News | Structural Heart | May 16, 2016

Older AFib Patients at Greater Risk of Post-Mitral Valve Repair Tricuspid Regurgitation

Study presented at American Association for Thoracic Surgery annual meeting identifies additional risk factors

AATS 2016, tricuspid regurgitation, post mitral valve repair, Tirone E. David, atrial fibrillation

May 16, 2016 — Tricuspid regurgitation (TR) occurs when the heart’s tricuspid valve leaks, allowing blood to flow back from the right ventricle to the right atrium. TR can be secondary to disorders of left-sided heart valves (mitral or aortic). At the 96th American Association for Thoracic Surgery (AATS) Annual Meeting, investigators presented the results of a long-term study of patients who underwent mitral valve (MV) repair. They found that although newly developed TR after MV repair was rare, the risk could increase in older patients with atrial fibrillation and impaired heart function.

“Patients who develop TR after MV repair for degenerative diseases are older, have chronic atrial fibrillation, more advanced functional class and impaired left ventricular function at the time of the initial surgery. This is yet another compelling reason to correct mitral regurgitation early,” explained Tirone E. David, M.D., Division of Cardiovascular Surgery, Peter Munk Cardiac Centre, Toronto General Hospital and the University of Toronto.

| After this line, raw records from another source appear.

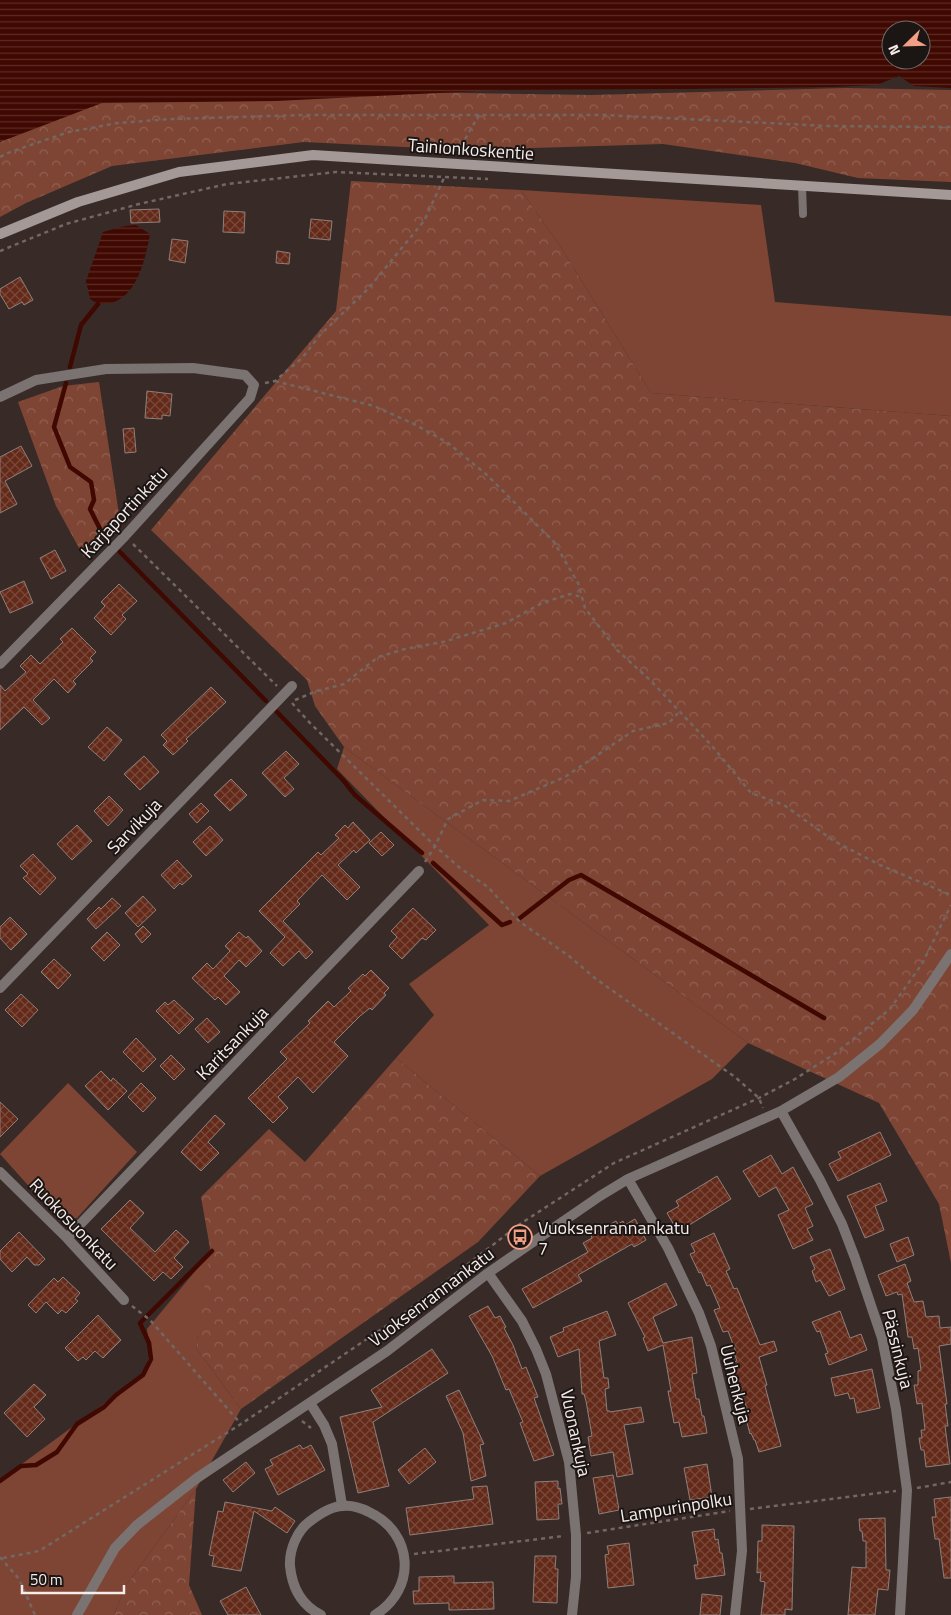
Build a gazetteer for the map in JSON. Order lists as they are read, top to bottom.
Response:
{
  "streets": {
    "main road": ["Tainionkoskentie"],
    "street": [
      "Karjaportinkatu",
      "Sarvikuja",
      "Karitsankuja",
      "Ruokosuonkatu",
      "Vuoksenrannankatu",
      "Pässinkuja",
      "Uuhenkuja",
      "Vuonankuja"
    ],
    "path": ["Lampurinpolku"]
  },
  "crossings": [
    ["Karitsankuja", "Ruokosuonkatu"],
    ["Vuoksenrannankatu", "Pässinkuja"],
    ["Vuoksenrannankatu", "Uuhenkuja"],
    ["Vuoksenrannankatu", "Vuonankuja"],
    ["Pässinkuja", "Lampurinpolku"],
    ["Uuhenkuja", "Lampurinpolku"],
    ["Vuonankuja", "Lampurinpolku"]
  ],
  "places": {
    "bus stop": ["Vuoksenrannankatu 7"]
  },
  "scale_bar": "50 m",
  "north": "bottom left"
}
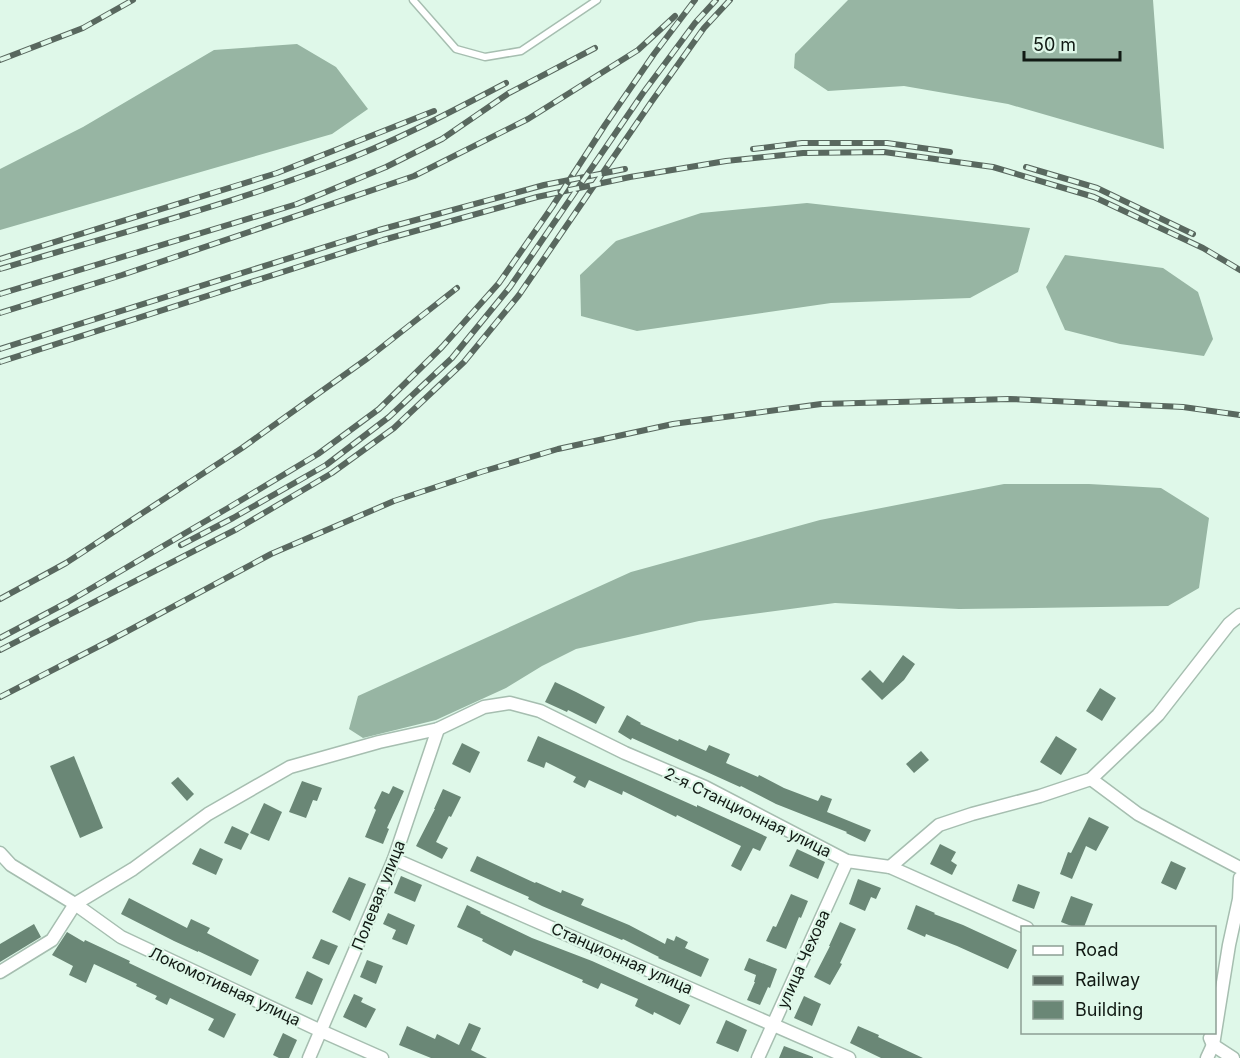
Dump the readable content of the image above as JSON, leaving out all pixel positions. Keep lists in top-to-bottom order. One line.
{"streets":{"street":["2-я Станционная улица","Полевая улица","Станционная улица","улица Чехова","Локомотивная улица"]},"crossings":[["2-я Станционная улица","Полевая улица"],["2-я Станционная улица","улица Чехова"],["2-я Станционная улица","Локомотивная улица"],["Полевая улица","Станционная улица"],["Полевая улица","Локомотивная улица"],["Станционная улица","улица Чехова"]],"legend":["Road","Railway","Building"],"scale_bar":"50 m"}
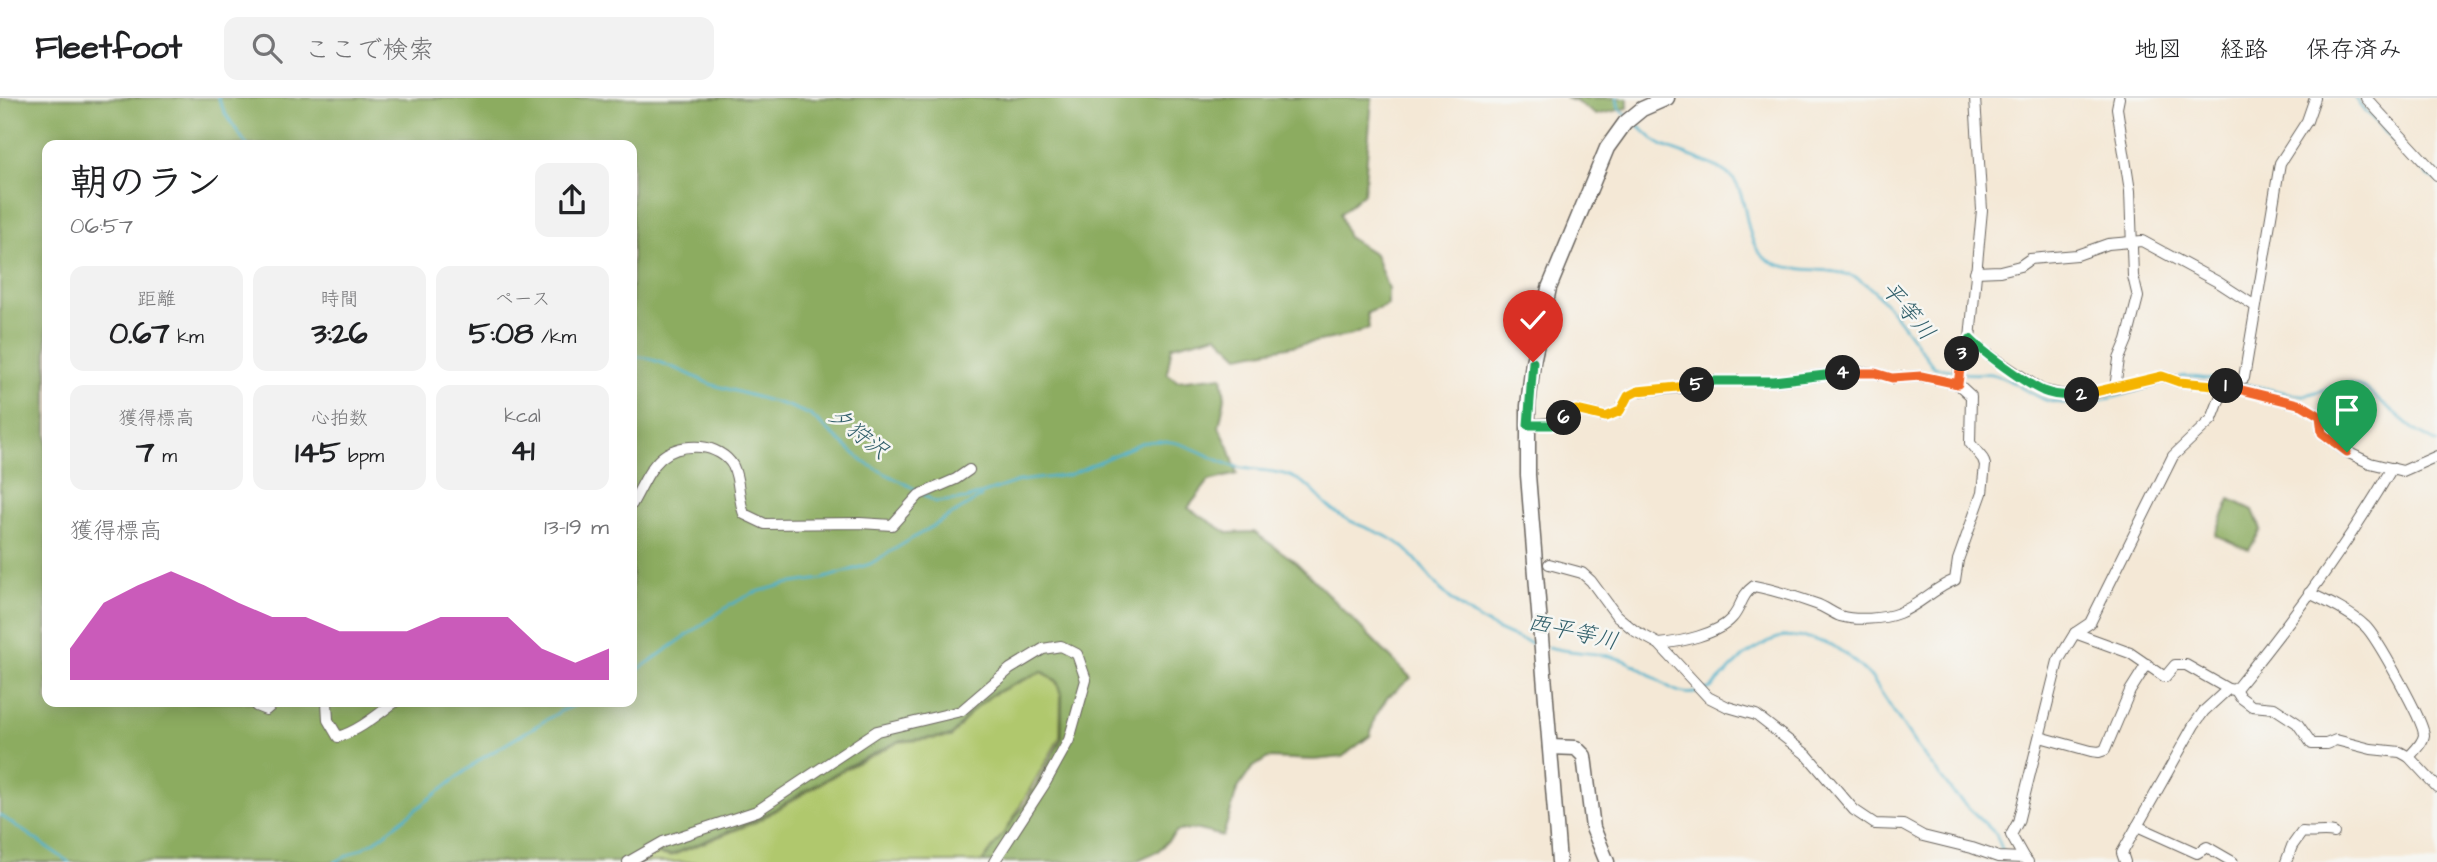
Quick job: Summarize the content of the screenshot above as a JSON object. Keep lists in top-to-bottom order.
{
  "water": ["平等川", "夕狩沢", "西平等川"],
  "page": {
    "header": "Fleetfoot",
    "search": "ここで検索",
    "nav": ["地図", "経路", "保存済み"],
    "heading": ["朝のラン", "06:57"],
    "stats": [
      ["距離", "0.67 km"],
      ["時間", "3:26"],
      ["ペース", "5:08 /km"],
      ["獲得標高", "7 m"],
      ["心拍数", "145 bpm"],
      ["kcal", "41"]
    ],
    "pins": [
      "3",
      "4",
      "5",
      "1",
      "2",
      "6"
    ],
    "chart": ["獲得標高", "13–19 m"]
  }
}
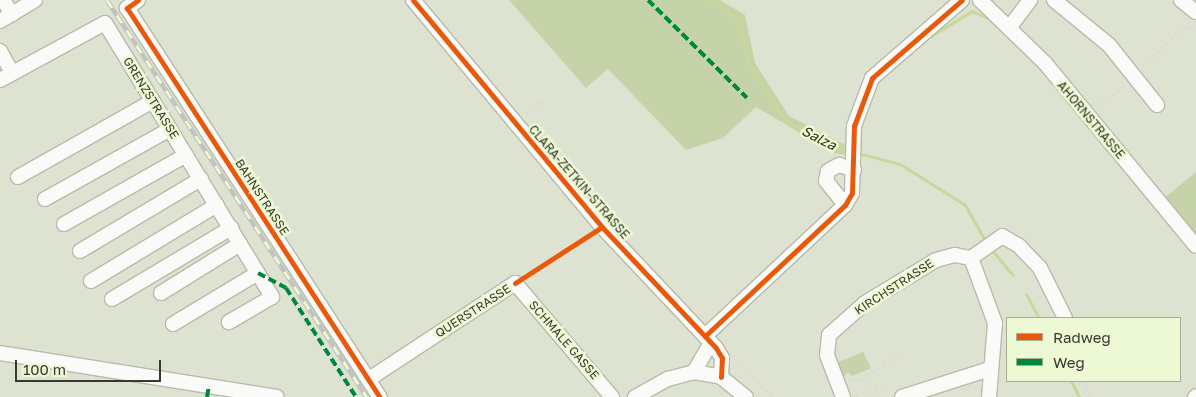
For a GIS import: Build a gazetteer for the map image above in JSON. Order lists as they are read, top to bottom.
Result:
{
  "streets": {
    "street": [
      "GRENZSTRASSE",
      "AHORNSTRASSE",
      "CLARA-ZETKIN-STRASSE",
      "BAHNSTRASSE",
      "KIRCHSTRASSE",
      "QUERSTRASSE",
      "SCHMALE GASSE"
    ]
  },
  "crossings": [
    ["BAHNSTRASSE", "QUERSTRASSE"],
    ["QUERSTRASSE", "SCHMALE GASSE"]
  ],
  "water": ["Salza"],
  "legend": ["Radweg", "Weg"],
  "scale_bar": "100 m"
}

The study included 1,171 patients who had undergone MV repair between 1985 and 2010, with periodic clinical and echocardiographic assessments for around nine years following surgery. Sixty percent of the patients were men and the average age was 58 years. Preoperatively, 44 percent were classified in New York Heart Association (NYHA) functional classes III and IV for heart failure. In addition to MV repair, 17.1 percent of patients also underwent coronary artery bypass, 11.2 percent had surgical ablation to treat atrial fibrillation (the maze procedure), and 4.7 percent had tricuspid annuloplasty to surgically repair the tricuspid valve using an annuloplasty ring.

Forty-five patients (3.3 percent) developed moderate or severe TR, fourteen of whom had undergone previous surgery to repair the tricuspid valve.

“Although the number of patients who developed TR after MV repair was small in our study, the effect of severe TR was devastating, with a high mortality at one year after the diagnosis, which usually occurred during an episode of heart failure,” commented David.

The investigators found that two factors were significantly predictive of developing TR: older age and preoperative atrial fibrillation. In fact, preoperative atrial fibrillation was associated with a three-fold increased risk of TR. Other factors that appear to be associated with postoperative moderate-to-severe TR are insertion of a permanent pacemaker and the grade of TR within the first month of MV surgery.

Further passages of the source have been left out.